Some, apparently including Saban, feared that would tamp down on upsets and further increase the stratification of a sport long dominated by a select few programs.
Instead, Derdenger and Li’s paper — “Does Personalized Pricing Increase Competition: Evidence from NIL in College Football” — discovered the opposite. In the age of NIL, prized five-star recruits are more often matriculating to less successful schools, as are three-star recruits.
“In general, lower-ranked programs match more with higher-quality players in a post-NIL world,” the study said.
The results from four-star recruits were more mixed, but the combined impact of the markedly different talent dispersion post-NIL has seemed to affect gameplay, as well.
The study found that point spreads have gotten tighter post-NIL, indicating that sportsbooks expected closer games. The scores of games also appeared to get closer, and underdogs won more often.
Derdenger said the analysis “shows that competition is getting tighter and more competitive across the board.”
Why players are making different decisions in the NIL era
Derdenger holds a doctorate in economics and has been at CMU since 2009. The former collegiate golfer at George Washington University studies technology and sports marketing.
He wasn’t shocked by the findings of the college football study.
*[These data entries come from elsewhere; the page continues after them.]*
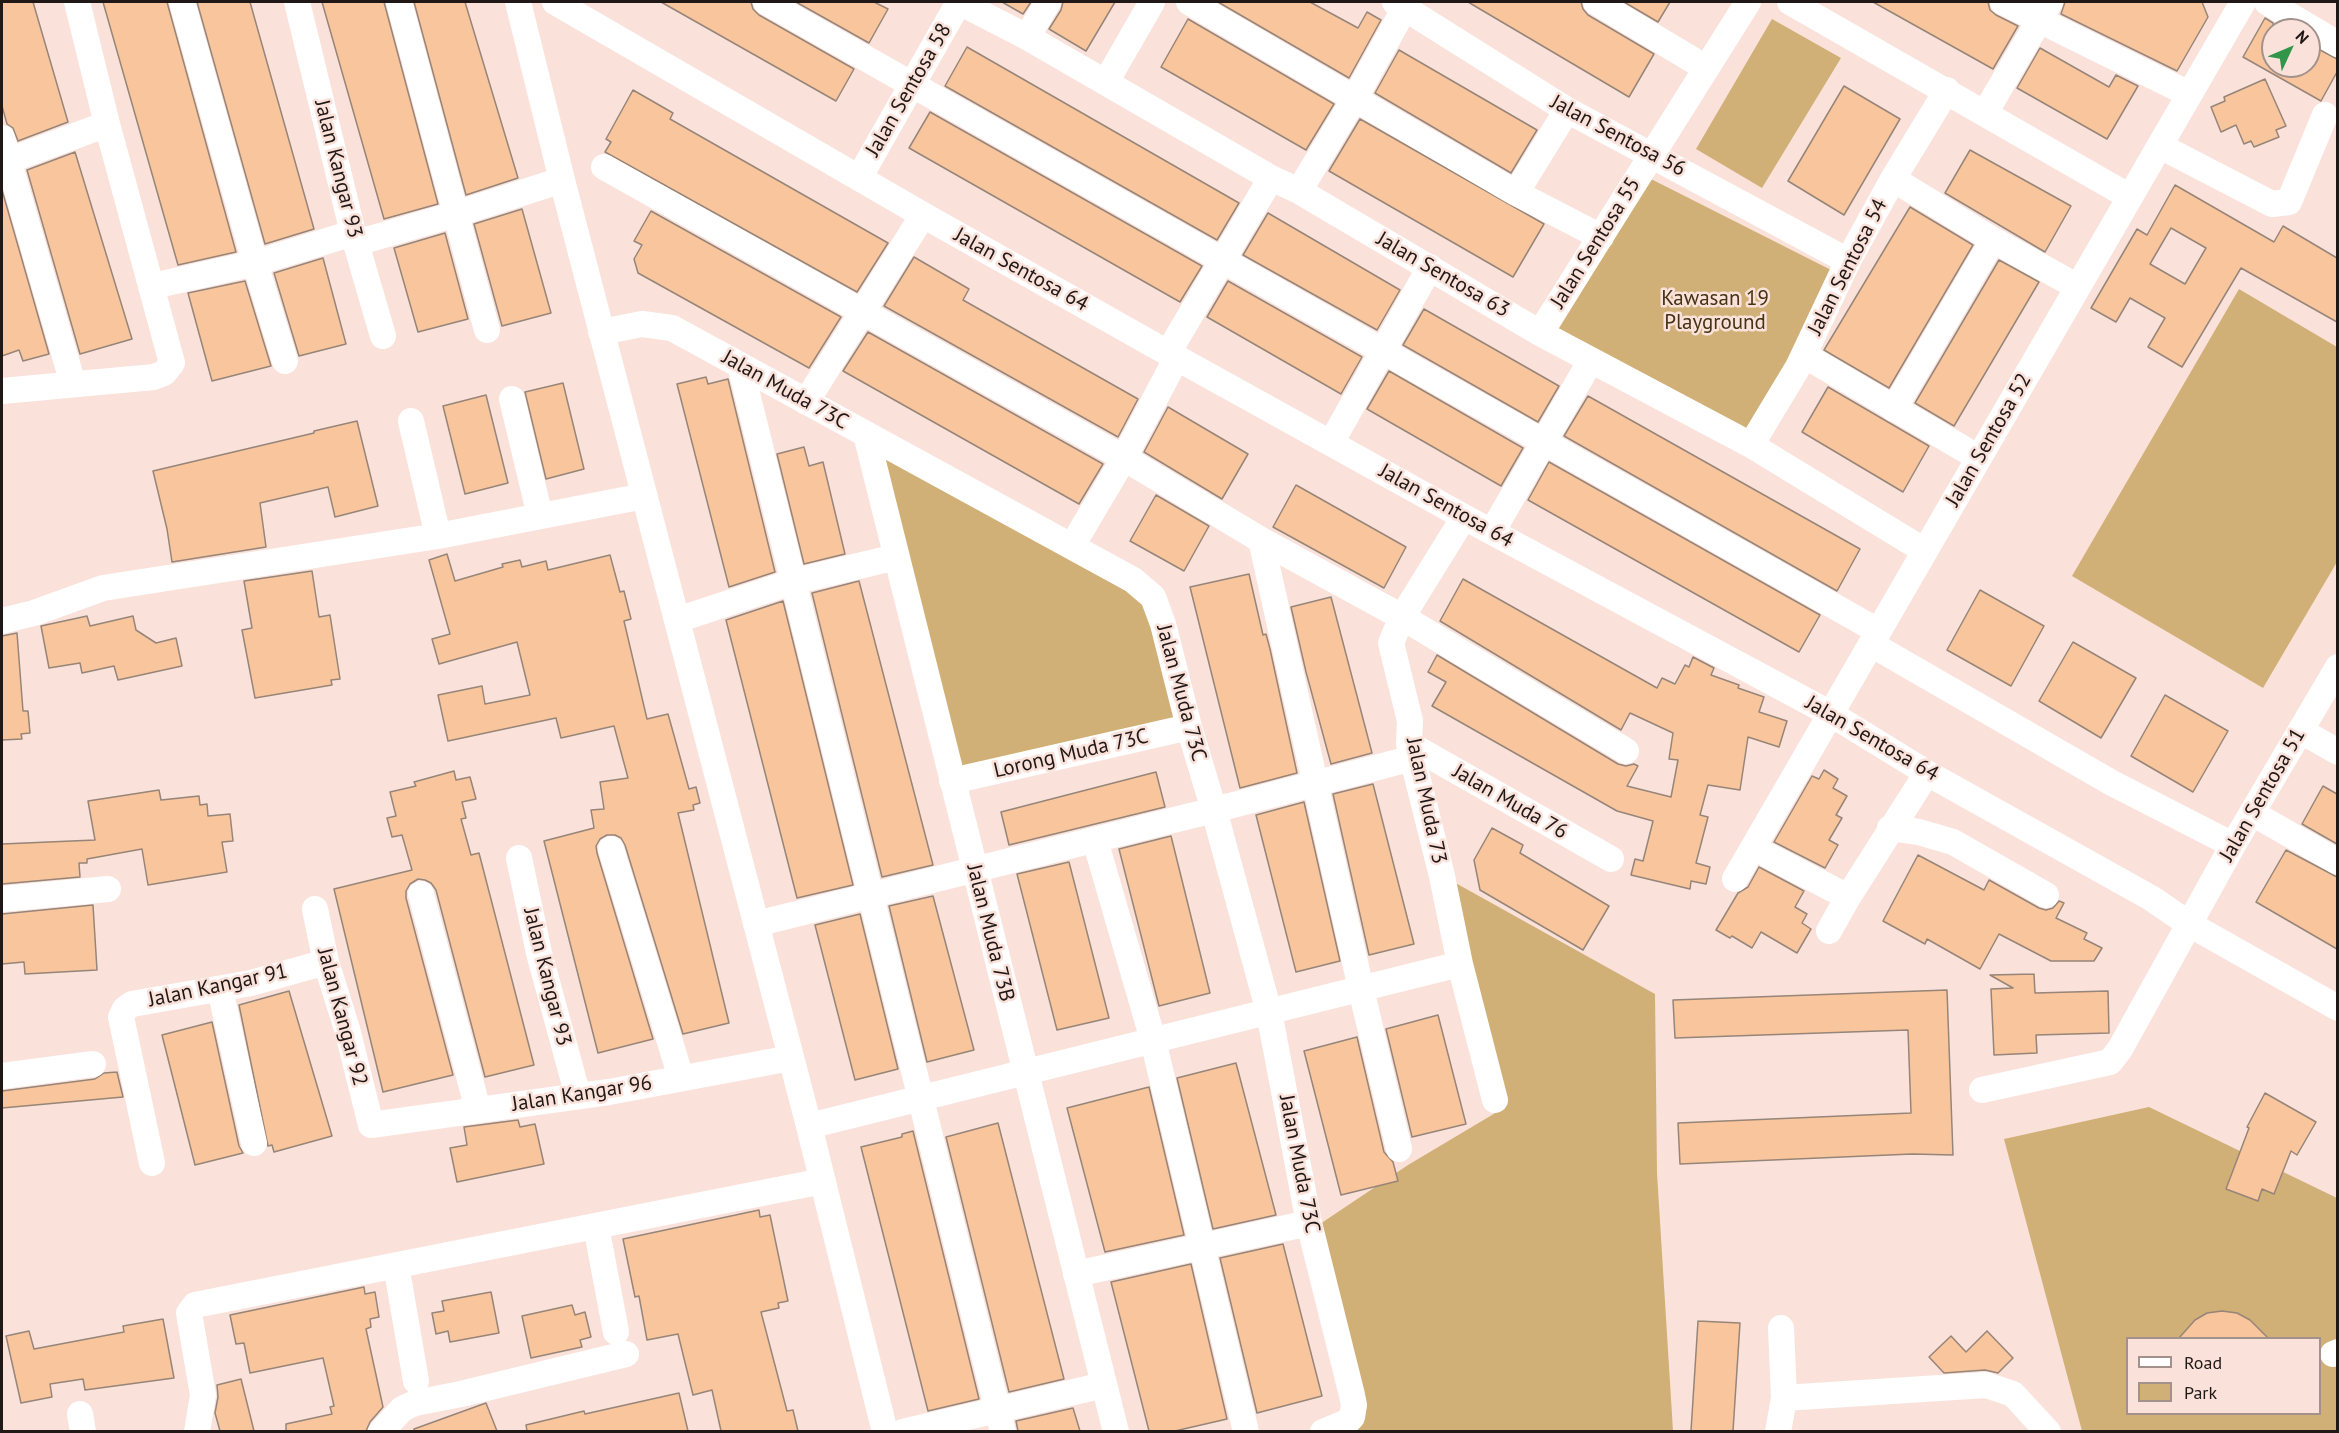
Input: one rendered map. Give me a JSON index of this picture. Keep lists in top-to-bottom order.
{
  "streets": {
    "street": [
      "Jalan Sentosa 58",
      "Jalan Sentosa 56",
      "Jalan Kangar 93",
      "Jalan Sentosa 55",
      "Jalan Sentosa 54",
      "Jalan Sentosa 64",
      "Jalan Sentosa 63",
      "Jalan Muda 73C",
      "Jalan Sentosa 52",
      "Lorong Muda 73C",
      "Jalan Sentosa 51",
      "Jalan Muda 73",
      "Jalan Muda 76",
      "Jalan Muda 73B",
      "Jalan Kangar 91",
      "Jalan Kangar 92",
      "Jalan Kangar 96"
    ]
  },
  "crossings": [
    ["Jalan Sentosa 58", "Jalan Sentosa 64"],
    ["Jalan Sentosa 58", "Jalan Sentosa 63"],
    ["Jalan Sentosa 56", "Jalan Sentosa 55"],
    ["Jalan Sentosa 56", "Jalan Sentosa 54"],
    ["Jalan Kangar 93", "Jalan Kangar 96"],
    ["Jalan Sentosa 55", "Jalan Sentosa 63"],
    ["Jalan Sentosa 54", "Jalan Sentosa 63"],
    ["Jalan Sentosa 64", "Jalan Sentosa 52"],
    ["Jalan Sentosa 64", "Jalan Sentosa 51"],
    ["Jalan Sentosa 64", "Jalan Muda 73"],
    ["Jalan Sentosa 63", "Jalan Sentosa 52"],
    ["Jalan Muda 73C", "Lorong Muda 73C"],
    ["Jalan Muda 73C", "Jalan Muda 73B"],
    ["Lorong Muda 73C", "Jalan Muda 73B"],
    ["Jalan Muda 73", "Jalan Muda 76"],
    ["Jalan Kangar 91", "Jalan Kangar 92"],
    ["Jalan Kangar 92", "Jalan Kangar 96"]
  ],
  "parks": ["Kawasan 19 Playground"],
  "legend": ["Road", "Park"],
  "north": "top right"
}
In the NIL era, he’s seen Travis Hunter, the No. 1 overall recruit in 2022, spurn the traditional powers and attend Jackson State, an FCS program. Last year’s College Football Playoff included schools such as Indiana, SMU and Arizona State — all without notable recent success.
But the reasons why were more surprising for the Tepper School of Business professor.
About 65% of the approximately 30 to 40 players rated as five-star recruits each year (Derdenger and Li used the 247Sports Composite Score as a guide) have been drafted to the NFL, regardless of where they attend college.
With their NFL futures not overly dependent on the quality of the program they attend, these top talents seem to be choosing schools that will offer the most NIL money.
And sometimes, lesser programs will be more willing to pay up — particularly those the study classified as “temporarily embarrassed,” having large fanbases but not performing well recently.
“Fans, donors, and boosters of the program want to see these once great programs do well again, so they contribute large amounts of NIL money to attract five-star recruits,” the study said.
From 2018 to 2020, 18 of 94 five-star recruits chose schools ranked outside the top 25 the previous season, according to the study. From 2022 to 2024, 40 of 110 five-star players went to programs not in the top 25 the year prior.
In the NIL era, five-star recruits are “more than 15% less likely to attend top 10 or top 25 ranked schools,” the study said.
Three-star recruits are also increasingly choosing schools of lesser football and academic quality, seemingly motivated by the chance to make more NIL money — but for different reasons than their five-star peers.
These approximately 2,000 players each year have only about an 8% chance of being drafted anyway, so some seem to be more interested in maximizing their earnings at the college level while they can, even if that means playing for a school less successful on the football field or less prestigious academically.
Four-star recruits, a group made up of about 400 players each year, have gone both ways. Lower-rated four-star recruits are also opting to attend less successful programs.
But higher-ranked four-star players appear to be the beneficiaries of the shifting habits of the players slotted above and below them. They are not following the trend of attending lesser programs in the NIL era.
As more five-star recruits choose schools farther down the ladder, they’re opening opportunities at the top programs for these high four-star athletes, Derdenger said.
What it means for college football
After controlling for other factors, Derdenger and Li found that point spreads have shrunk by 1.2 points on average in the NIL era — thus sportsbooks are predicting the games to be about 1.2 points closer.
This trend seems to play out in final scores, as well. Although the overall margins of victory have been larger than the spreads, they also have fallen by an average of 1.4 points in the NIL era, Derdenger said.
And David seems to have a better chance of slaying Goliath these days. Betting underdogs have won a higher proportion of games in the NIL era, the study found.
Last year, underdogs won a record 26% of games, continuing an NIL-era trend that’s seen underdogs win a higher share of games than in any season from 2013 to 2019.
While the study found that NIL has increased the competitiveness of college football, Derdenger said it’s difficult to analyze the effect several years down the road because of the House settlement, which allows schools to pay athletes directly, and the many legal challenges springing from that landmark deal.
Derdenger’s advice to college football power brokers? “Don’t touch NIL. It’s working.”
But he would make changes to other aspects of the sport.
The transfer portal now plays a massive role in college football roster-building. Since the NCAA dropped a rule in 2021 requiring players who transfer to sit out a year at their new program, there has been an explosion in athletes swapping schools.
An analysis by The Athletic of 600 top recruits in the Class of 2021 found that 60% of them transferred at least once in their college careers. The number of FBS players who entered the transfer portal jumped from about 1,700 in 2018-19 to about 3,800 in 2023-24, according to Fox College Football.
Derdenger suggested reimplementing the rule requiring transfers to sit out a year.
“The fact that there is free movement of these athletes without any penalty is what’s causing the chaos,” he said. “It’s not NIL. There needs to be friction put back into the system.”